Nigeria’s recent election where opposition’s Muhammadu Buhari beat incumbent Goodluck Jonathan who was quick to concede defeat, makes ZEC commissioners look like naked clowns in a kindergarten.
All in all, Nigeria’s Independent Electoral Commission (INEC) registered just under 70 million voters of which 29 million turned out to vote.
The number of those who voted is more than twice Zimbabwe’s total population and nearly five times the total number of Zimbabwe’s registered voters of which just over half of that bother to cast their vote. In our environment, have elections become nothing more than a formal routine or necessary evil?
INEC deployed simple technology such as biometric profiling of voters which was very successful in detecting and eliminating multiple voters.
Several Nigerians attempted to register multiple times using different names but the system easily picked them up and those people had their profiles posted on INEC’s website – in typical name and shame fashion.
The voters’ roll was never a private document kept under the registrar-general’s pillow or at some army barrack. Rather, it was posted on the website and is still available for anybody to see.
During voting, multitudes of Nigerians cast their vote with very insignificant incidents or disturbances. There was no intimidation by the army or police except for threats from Boka Haram, itself an illegal outfit. The opposition participated confidently knowing INEC’s impartiality.
After voting, it did not take long for voters to know the results as INEC published them as and when they came in. There was no interference from security establishments nor the government during this important process.
At the polling stations, unless someone was trying to carry out a fraudulent activity by voting multiple times or they were not on the voters roll, everybody was allowed to cast their vote peacefully. Traditional leaders were not seen frog-marching their subjects to polling booths and telling them how to vote. Teachers and other literate voters did not seek assistance to vote on the pretext of not being able to read and write.
Prior to that, the campaign period was largely peaceful. The police did not disrupt opposition rallies on the order of a partisan police commissioner-general. The state did not sponsor militias to man the roads and harass innocent travellers.
Generals who wanted to participate in the election had to take off their uniforms first, vacate the barracks and go onto the streets to campaign just like any other civilian candidate. They never issued orders from their cantonments directing people how to vote.

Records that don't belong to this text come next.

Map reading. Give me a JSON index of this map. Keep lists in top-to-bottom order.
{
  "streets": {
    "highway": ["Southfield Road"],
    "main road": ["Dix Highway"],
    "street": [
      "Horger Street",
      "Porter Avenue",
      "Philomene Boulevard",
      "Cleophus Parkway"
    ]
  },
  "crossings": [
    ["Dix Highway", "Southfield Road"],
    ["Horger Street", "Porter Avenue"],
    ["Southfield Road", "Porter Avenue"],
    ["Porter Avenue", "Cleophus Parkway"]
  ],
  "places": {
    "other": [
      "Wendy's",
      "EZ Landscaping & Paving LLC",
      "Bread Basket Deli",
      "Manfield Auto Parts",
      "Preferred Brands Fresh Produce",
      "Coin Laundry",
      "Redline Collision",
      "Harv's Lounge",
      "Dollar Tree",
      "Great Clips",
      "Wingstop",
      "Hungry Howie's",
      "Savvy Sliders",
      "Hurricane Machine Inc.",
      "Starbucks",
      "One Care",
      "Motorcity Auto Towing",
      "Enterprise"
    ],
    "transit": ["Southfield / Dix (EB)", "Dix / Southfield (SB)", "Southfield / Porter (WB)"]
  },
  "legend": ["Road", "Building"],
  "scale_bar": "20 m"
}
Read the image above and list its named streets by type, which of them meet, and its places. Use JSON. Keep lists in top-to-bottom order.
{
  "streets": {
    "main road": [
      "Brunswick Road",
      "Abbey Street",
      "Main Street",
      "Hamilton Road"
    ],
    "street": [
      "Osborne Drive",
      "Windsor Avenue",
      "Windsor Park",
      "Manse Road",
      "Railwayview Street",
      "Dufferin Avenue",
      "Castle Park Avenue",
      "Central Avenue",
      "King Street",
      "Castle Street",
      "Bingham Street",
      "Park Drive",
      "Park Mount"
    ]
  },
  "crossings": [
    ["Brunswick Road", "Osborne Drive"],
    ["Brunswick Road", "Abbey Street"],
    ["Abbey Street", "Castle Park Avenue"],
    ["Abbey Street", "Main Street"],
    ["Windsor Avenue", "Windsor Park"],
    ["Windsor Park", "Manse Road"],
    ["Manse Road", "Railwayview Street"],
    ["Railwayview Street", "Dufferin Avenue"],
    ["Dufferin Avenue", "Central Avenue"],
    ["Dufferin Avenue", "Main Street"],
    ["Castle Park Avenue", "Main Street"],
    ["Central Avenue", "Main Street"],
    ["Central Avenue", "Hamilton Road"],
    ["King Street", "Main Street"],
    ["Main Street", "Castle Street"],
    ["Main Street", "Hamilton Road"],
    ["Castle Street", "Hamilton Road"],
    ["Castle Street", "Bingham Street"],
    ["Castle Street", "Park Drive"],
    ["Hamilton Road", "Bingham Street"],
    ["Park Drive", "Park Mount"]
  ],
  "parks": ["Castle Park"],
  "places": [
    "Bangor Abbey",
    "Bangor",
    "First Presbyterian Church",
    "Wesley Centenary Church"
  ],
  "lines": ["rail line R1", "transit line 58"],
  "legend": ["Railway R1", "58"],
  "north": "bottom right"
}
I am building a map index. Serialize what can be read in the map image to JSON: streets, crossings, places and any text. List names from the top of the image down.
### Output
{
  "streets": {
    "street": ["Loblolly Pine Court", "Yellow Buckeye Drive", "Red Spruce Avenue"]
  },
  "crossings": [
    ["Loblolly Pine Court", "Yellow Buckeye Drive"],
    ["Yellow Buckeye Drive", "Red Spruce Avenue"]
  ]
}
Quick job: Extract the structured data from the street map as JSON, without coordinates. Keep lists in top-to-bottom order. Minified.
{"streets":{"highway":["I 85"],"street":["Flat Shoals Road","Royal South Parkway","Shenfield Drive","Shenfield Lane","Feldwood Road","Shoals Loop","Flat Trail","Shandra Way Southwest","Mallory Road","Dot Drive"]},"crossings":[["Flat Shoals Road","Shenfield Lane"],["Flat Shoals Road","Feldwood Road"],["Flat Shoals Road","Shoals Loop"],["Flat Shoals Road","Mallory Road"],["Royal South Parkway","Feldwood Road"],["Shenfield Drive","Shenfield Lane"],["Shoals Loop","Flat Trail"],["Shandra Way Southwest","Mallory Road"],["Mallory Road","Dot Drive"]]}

The Nigerian experience clearly demonstrates that ZEC and the ZANU PF government are totally out of their depth in terms of running smooth, free and fair elections. President Mugabe, in his undeserved capacity as Chairperson for African Union, must be terribly ashamed, assuming he still has any semblance of conscience.
Our serious call to Rita Makarau and ZEC is that they must now put their act together or resign en masse so that Zimbabwe can move forward. We can’t afford to have our elections perpetually run by clowns and thugs masquerading as ZEC.
Isn’t it a shameful paradox that Zimbabweans boast to be the most literate African nation and yet we can’t do basic things like organising and running a simple election where a miserly three million voters participate? ZEC must seriously reflect on the Nigerian lessons and either shape up or ship out.